Content starts
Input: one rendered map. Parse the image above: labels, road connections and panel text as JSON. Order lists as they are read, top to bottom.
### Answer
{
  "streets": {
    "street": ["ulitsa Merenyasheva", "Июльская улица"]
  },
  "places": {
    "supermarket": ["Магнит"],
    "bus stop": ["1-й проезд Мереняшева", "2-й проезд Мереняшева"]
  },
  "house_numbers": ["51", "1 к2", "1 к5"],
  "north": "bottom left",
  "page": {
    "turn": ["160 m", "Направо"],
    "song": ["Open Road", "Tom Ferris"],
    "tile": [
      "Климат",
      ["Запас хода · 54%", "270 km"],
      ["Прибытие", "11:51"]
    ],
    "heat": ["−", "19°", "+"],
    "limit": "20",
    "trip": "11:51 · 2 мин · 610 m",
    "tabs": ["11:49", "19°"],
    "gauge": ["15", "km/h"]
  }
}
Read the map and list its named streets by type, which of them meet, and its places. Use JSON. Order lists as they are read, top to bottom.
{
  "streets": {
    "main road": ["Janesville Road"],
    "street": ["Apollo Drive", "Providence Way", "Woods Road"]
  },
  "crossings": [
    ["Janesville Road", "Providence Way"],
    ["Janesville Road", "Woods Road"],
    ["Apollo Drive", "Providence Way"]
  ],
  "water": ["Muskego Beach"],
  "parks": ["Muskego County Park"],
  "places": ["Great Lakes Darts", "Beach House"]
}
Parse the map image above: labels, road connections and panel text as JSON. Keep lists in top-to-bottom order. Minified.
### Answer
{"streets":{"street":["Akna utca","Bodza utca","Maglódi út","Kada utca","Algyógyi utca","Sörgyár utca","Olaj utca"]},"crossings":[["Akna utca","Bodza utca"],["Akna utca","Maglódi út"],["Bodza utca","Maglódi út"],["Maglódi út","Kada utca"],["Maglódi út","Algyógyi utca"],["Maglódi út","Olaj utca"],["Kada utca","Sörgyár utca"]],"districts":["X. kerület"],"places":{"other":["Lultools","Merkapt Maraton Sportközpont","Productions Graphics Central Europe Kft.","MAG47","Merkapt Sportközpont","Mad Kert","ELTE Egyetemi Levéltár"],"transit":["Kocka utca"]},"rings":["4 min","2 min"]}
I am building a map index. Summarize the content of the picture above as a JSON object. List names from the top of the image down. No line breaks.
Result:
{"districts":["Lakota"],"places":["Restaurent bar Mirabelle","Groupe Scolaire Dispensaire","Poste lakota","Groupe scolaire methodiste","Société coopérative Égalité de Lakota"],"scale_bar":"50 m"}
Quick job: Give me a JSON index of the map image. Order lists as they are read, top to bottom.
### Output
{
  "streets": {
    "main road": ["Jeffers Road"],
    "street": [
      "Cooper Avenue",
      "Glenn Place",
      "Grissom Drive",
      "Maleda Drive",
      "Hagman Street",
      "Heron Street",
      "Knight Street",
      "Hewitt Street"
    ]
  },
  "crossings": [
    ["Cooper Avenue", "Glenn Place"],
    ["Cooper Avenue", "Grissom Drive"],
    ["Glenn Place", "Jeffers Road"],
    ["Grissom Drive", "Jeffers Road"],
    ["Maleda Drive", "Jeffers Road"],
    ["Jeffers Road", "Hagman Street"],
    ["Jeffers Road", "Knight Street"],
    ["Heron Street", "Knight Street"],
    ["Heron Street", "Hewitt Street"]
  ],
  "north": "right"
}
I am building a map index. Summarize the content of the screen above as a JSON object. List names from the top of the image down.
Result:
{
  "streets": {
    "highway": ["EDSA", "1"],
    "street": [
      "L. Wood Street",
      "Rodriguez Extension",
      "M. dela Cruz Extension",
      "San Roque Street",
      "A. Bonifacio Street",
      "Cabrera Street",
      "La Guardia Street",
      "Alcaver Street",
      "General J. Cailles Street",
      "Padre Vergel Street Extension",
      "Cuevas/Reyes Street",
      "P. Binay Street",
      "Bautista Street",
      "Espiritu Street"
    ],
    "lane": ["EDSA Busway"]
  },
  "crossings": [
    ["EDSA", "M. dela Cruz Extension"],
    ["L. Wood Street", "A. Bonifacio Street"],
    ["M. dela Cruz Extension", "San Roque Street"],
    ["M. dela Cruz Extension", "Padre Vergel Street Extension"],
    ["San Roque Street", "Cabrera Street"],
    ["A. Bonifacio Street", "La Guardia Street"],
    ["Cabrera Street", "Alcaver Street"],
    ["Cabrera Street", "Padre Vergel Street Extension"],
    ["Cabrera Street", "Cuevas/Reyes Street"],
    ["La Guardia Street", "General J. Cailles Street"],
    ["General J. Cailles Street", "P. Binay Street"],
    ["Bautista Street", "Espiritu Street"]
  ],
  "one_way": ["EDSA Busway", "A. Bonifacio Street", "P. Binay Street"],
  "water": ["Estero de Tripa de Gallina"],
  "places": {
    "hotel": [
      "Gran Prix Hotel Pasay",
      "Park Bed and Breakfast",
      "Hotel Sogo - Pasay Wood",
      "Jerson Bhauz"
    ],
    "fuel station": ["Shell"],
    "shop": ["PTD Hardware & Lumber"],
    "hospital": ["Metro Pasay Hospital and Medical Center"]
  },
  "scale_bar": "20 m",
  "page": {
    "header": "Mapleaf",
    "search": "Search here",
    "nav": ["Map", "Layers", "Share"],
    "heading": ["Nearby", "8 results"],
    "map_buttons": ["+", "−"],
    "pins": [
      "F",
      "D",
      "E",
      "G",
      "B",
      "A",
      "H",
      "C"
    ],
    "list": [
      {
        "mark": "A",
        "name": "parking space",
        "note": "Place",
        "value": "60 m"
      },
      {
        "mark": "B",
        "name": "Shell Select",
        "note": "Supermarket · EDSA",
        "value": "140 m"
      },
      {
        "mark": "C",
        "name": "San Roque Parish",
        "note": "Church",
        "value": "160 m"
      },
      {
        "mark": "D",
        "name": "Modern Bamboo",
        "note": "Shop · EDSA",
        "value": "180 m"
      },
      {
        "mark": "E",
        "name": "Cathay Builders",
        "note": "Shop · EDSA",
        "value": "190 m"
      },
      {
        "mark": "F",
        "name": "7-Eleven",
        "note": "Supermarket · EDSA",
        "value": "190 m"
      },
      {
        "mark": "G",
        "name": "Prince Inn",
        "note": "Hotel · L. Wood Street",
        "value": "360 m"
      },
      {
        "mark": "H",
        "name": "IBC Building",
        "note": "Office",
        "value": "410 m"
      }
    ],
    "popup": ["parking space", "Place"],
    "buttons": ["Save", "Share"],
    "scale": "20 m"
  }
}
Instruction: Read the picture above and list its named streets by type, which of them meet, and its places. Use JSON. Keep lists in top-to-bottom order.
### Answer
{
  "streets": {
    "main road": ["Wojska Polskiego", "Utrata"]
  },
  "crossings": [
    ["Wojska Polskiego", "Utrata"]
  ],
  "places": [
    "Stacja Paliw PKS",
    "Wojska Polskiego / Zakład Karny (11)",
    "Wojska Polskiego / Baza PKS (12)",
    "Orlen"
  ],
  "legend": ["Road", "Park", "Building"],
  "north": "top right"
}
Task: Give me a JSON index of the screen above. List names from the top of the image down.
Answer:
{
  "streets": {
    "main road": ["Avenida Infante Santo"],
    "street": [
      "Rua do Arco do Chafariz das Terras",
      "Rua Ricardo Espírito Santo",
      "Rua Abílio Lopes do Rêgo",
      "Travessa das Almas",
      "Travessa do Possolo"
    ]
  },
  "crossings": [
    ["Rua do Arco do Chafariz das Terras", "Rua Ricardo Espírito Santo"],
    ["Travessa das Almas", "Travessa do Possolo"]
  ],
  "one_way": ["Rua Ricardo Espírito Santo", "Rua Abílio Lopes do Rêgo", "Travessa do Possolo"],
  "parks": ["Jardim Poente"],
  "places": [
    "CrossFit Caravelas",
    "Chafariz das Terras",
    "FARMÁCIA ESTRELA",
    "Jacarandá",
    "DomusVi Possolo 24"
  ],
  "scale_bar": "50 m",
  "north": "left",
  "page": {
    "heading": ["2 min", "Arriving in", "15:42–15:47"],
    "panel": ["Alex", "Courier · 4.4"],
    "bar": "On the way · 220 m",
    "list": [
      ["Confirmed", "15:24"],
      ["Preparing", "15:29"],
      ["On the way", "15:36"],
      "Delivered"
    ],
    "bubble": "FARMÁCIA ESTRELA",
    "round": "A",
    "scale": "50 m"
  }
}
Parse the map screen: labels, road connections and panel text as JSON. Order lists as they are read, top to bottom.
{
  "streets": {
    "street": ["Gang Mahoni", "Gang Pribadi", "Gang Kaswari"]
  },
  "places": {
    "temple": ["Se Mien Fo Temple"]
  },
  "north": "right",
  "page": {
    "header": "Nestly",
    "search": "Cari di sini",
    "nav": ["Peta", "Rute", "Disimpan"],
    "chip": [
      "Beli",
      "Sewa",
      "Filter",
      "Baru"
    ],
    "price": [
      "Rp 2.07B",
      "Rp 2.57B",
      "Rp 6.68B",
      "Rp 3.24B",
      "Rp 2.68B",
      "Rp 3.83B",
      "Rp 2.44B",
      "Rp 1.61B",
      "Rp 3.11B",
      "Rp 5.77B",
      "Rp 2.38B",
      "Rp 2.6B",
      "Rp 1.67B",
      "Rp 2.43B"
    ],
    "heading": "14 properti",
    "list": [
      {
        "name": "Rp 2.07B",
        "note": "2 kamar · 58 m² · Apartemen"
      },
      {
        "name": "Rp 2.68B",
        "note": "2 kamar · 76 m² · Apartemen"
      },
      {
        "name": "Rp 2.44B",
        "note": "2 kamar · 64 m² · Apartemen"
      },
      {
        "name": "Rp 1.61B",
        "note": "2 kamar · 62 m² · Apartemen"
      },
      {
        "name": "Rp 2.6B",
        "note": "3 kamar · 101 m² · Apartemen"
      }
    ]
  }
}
Content ends
**Try it:** Repeat, character for character, the lines of the material above from the line with "Quick job: Give" through the line with "screen above as".

**Task solution:**
Quick job: Give me a JSON index of the map image. Order lists as they are read, top to bottom.
### Output
{
  "streets": {
    "main road": ["Jeffers Road"],
    "street": [
      "Cooper Avenue",
      "Glenn Place",
      "Grissom Drive",
      "Maleda Drive",
      "Hagman Street",
      "Heron Street",
      "Knight Street",
      "Hewitt Street"
    ]
  },
  "crossings": [
    ["Cooper Avenue", "Glenn Place"],
    ["Cooper Avenue", "Grissom Drive"],
    ["Glenn Place", "Jeffers Road"],
    ["Grissom Drive", "Jeffers Road"],
    ["Maleda Drive", "Jeffers Road"],
    ["Jeffers Road", "Hagman Street"],
    ["Jeffers Road", "Knight Street"],
    ["Heron Street", "Knight Street"],
    ["Heron Street", "Hewitt Street"]
  ],
  "north": "right"
}
I am building a map index. Summarize the content of the screen above as a JSON object. List names from the top of the image down.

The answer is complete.